» **Records provided**:
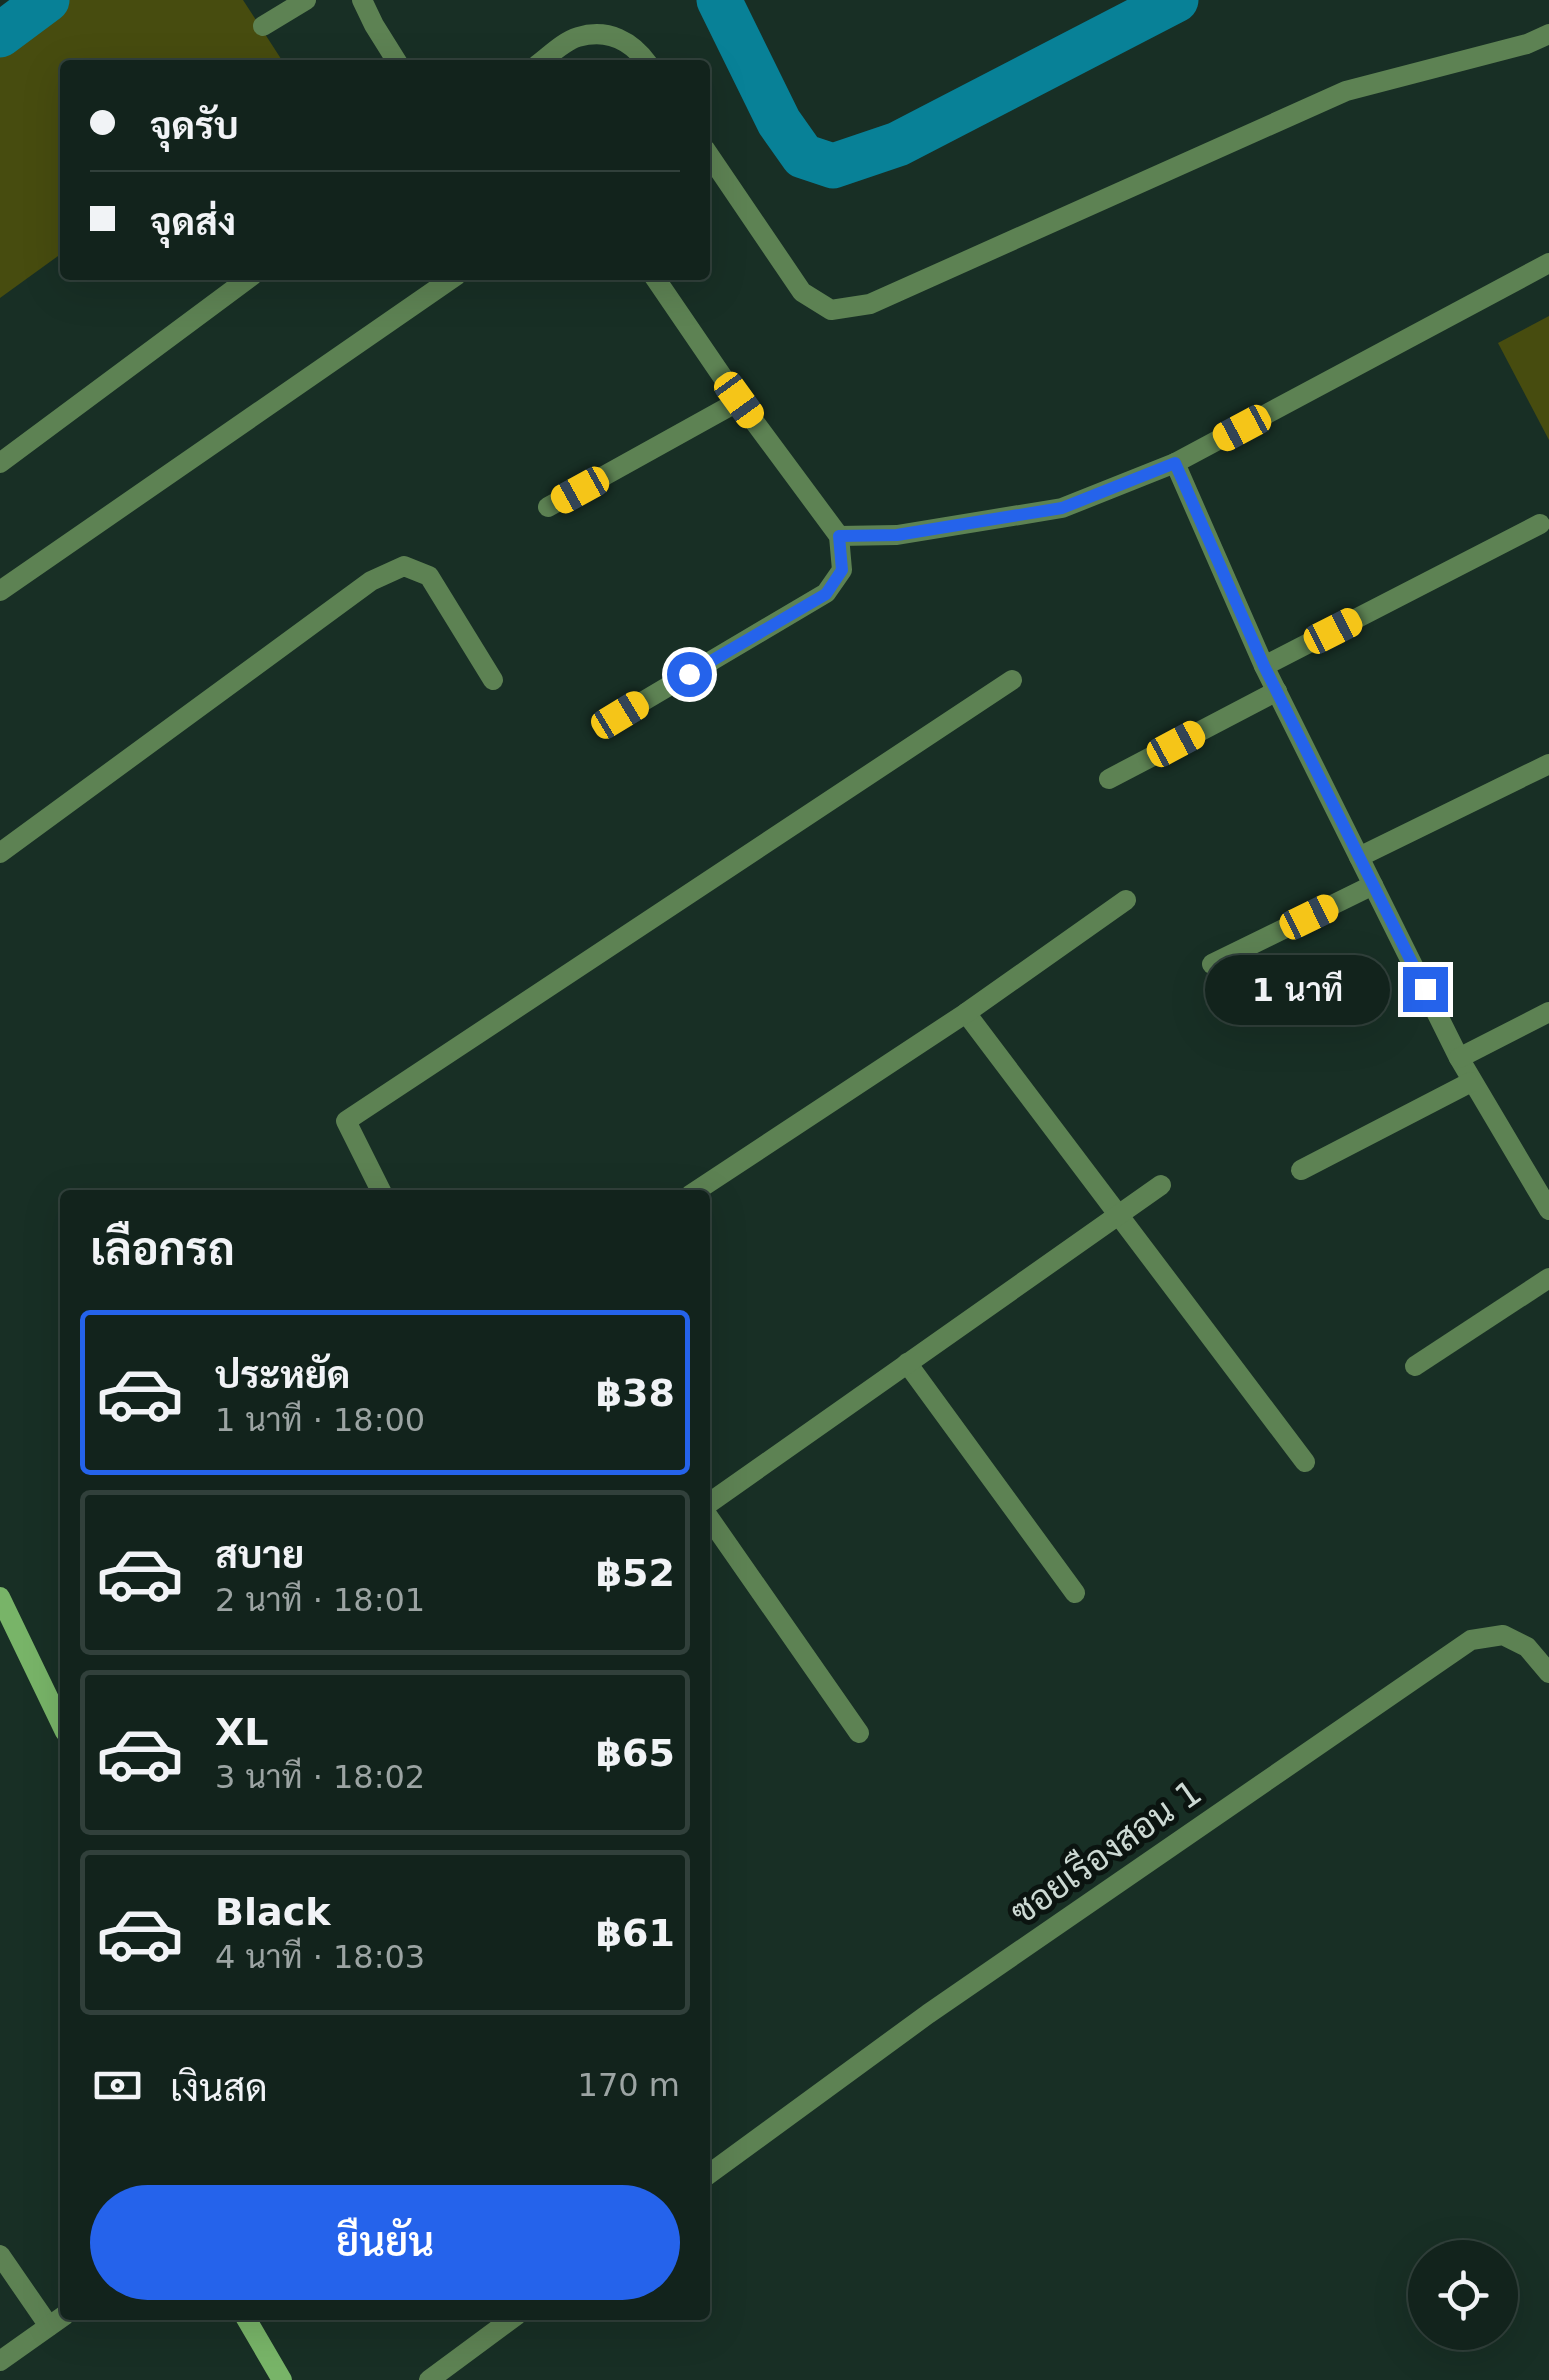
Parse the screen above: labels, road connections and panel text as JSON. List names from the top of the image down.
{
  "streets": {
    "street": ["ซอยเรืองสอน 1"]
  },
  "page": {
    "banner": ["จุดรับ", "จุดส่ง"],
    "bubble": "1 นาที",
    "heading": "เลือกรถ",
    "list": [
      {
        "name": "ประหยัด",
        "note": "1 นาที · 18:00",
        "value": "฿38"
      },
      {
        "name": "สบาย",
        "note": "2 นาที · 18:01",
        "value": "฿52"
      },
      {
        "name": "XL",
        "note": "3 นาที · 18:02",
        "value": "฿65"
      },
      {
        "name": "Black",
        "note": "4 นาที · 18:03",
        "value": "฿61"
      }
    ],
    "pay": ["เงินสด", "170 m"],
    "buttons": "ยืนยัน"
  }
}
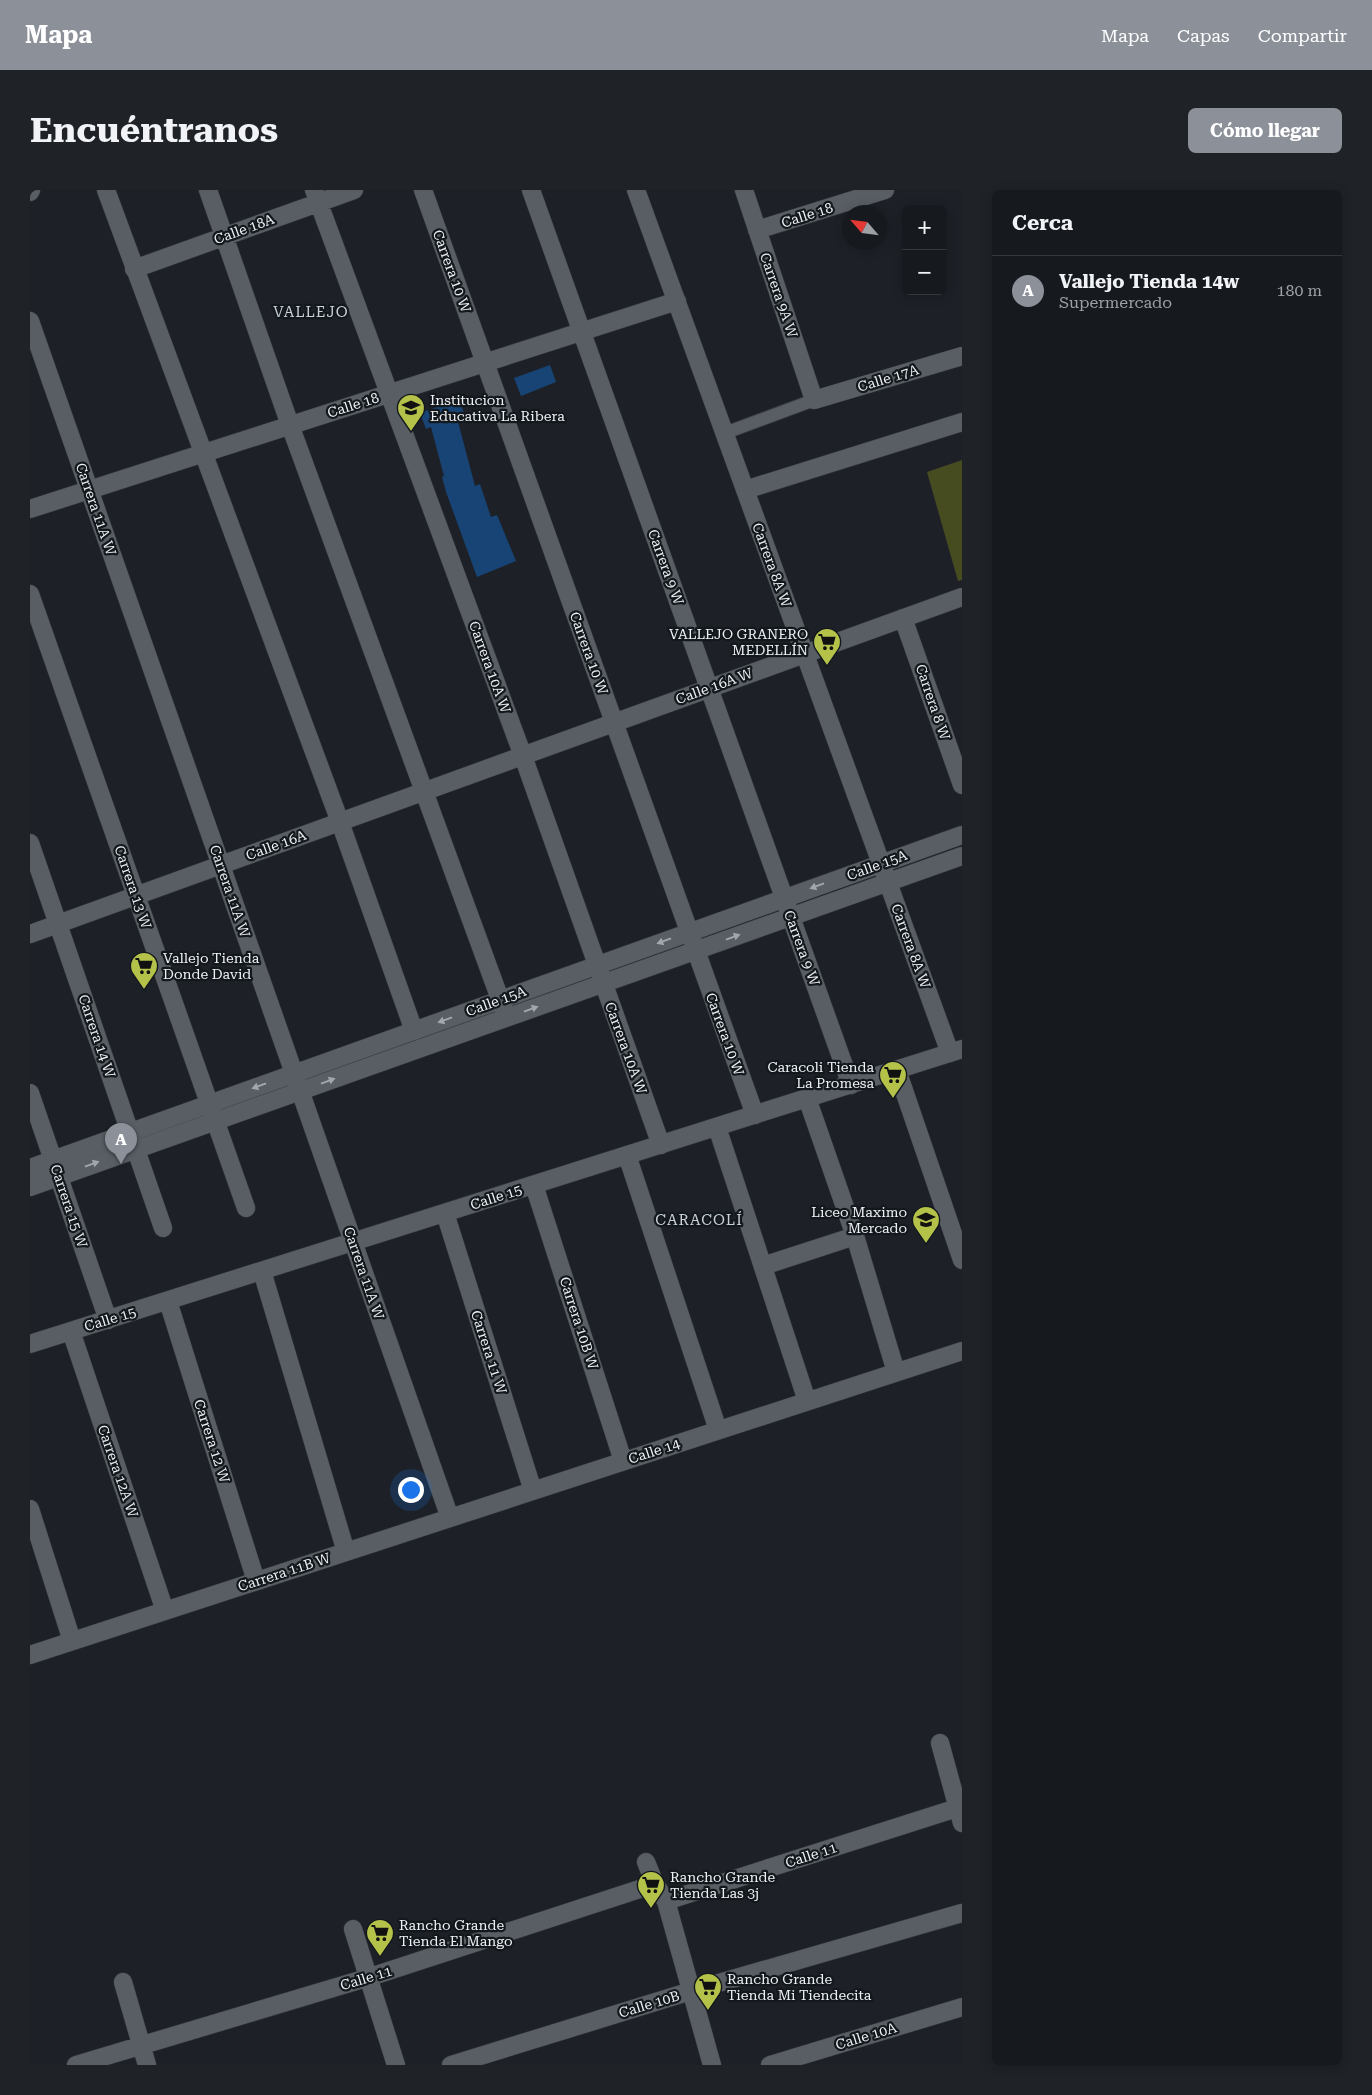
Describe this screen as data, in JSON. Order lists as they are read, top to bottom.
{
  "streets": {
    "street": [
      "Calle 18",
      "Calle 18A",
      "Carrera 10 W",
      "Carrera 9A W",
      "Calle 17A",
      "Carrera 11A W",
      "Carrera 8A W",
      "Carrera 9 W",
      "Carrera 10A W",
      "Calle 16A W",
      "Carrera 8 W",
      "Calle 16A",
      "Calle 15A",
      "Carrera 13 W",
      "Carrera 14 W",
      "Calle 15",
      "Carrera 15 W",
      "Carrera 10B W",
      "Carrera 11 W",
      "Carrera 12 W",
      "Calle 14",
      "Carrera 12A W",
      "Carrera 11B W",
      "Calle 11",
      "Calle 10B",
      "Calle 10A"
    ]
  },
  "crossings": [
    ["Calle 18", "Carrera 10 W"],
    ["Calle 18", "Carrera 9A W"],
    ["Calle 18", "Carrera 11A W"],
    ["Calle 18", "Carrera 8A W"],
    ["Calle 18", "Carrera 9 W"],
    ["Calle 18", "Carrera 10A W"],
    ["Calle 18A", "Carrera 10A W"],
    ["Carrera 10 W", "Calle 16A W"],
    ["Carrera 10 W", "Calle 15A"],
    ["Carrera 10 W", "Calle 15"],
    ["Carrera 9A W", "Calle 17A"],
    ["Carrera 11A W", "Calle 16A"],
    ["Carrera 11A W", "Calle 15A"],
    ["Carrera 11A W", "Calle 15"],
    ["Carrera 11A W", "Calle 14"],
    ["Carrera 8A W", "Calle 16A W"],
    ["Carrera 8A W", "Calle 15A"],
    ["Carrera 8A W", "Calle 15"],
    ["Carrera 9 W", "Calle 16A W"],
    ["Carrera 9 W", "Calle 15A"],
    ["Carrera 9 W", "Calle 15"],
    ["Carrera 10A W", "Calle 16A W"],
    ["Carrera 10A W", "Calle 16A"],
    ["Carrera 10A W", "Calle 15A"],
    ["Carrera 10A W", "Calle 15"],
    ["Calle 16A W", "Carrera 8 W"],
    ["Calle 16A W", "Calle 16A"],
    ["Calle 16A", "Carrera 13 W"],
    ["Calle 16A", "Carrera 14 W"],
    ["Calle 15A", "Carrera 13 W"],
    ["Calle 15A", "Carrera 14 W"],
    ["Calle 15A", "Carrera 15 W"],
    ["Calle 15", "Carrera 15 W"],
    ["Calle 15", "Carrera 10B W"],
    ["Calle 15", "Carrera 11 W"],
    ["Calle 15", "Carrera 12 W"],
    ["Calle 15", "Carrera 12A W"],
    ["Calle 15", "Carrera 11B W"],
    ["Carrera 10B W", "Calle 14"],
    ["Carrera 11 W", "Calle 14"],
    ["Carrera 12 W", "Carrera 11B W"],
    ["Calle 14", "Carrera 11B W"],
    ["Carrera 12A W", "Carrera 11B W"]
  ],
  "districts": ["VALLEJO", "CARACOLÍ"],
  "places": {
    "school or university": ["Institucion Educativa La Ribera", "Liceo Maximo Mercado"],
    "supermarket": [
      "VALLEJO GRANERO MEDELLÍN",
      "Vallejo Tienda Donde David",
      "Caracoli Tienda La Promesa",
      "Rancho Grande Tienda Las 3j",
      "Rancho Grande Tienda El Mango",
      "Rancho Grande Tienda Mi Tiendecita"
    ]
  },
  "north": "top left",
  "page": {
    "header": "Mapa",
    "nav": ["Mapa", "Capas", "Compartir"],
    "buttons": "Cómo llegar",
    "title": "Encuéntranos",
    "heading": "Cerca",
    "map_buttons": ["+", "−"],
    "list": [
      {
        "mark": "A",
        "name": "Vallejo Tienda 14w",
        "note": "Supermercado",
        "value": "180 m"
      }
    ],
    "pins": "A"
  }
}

» **What you will do**: Which of the lines above include the word "Rancho"? Copy each of them.

» **Exercise result**:
      "Rancho Grande Tienda Las 3j",
      "Rancho Grande Tienda El Mango",
      "Rancho Grande Tienda Mi Tiendecita"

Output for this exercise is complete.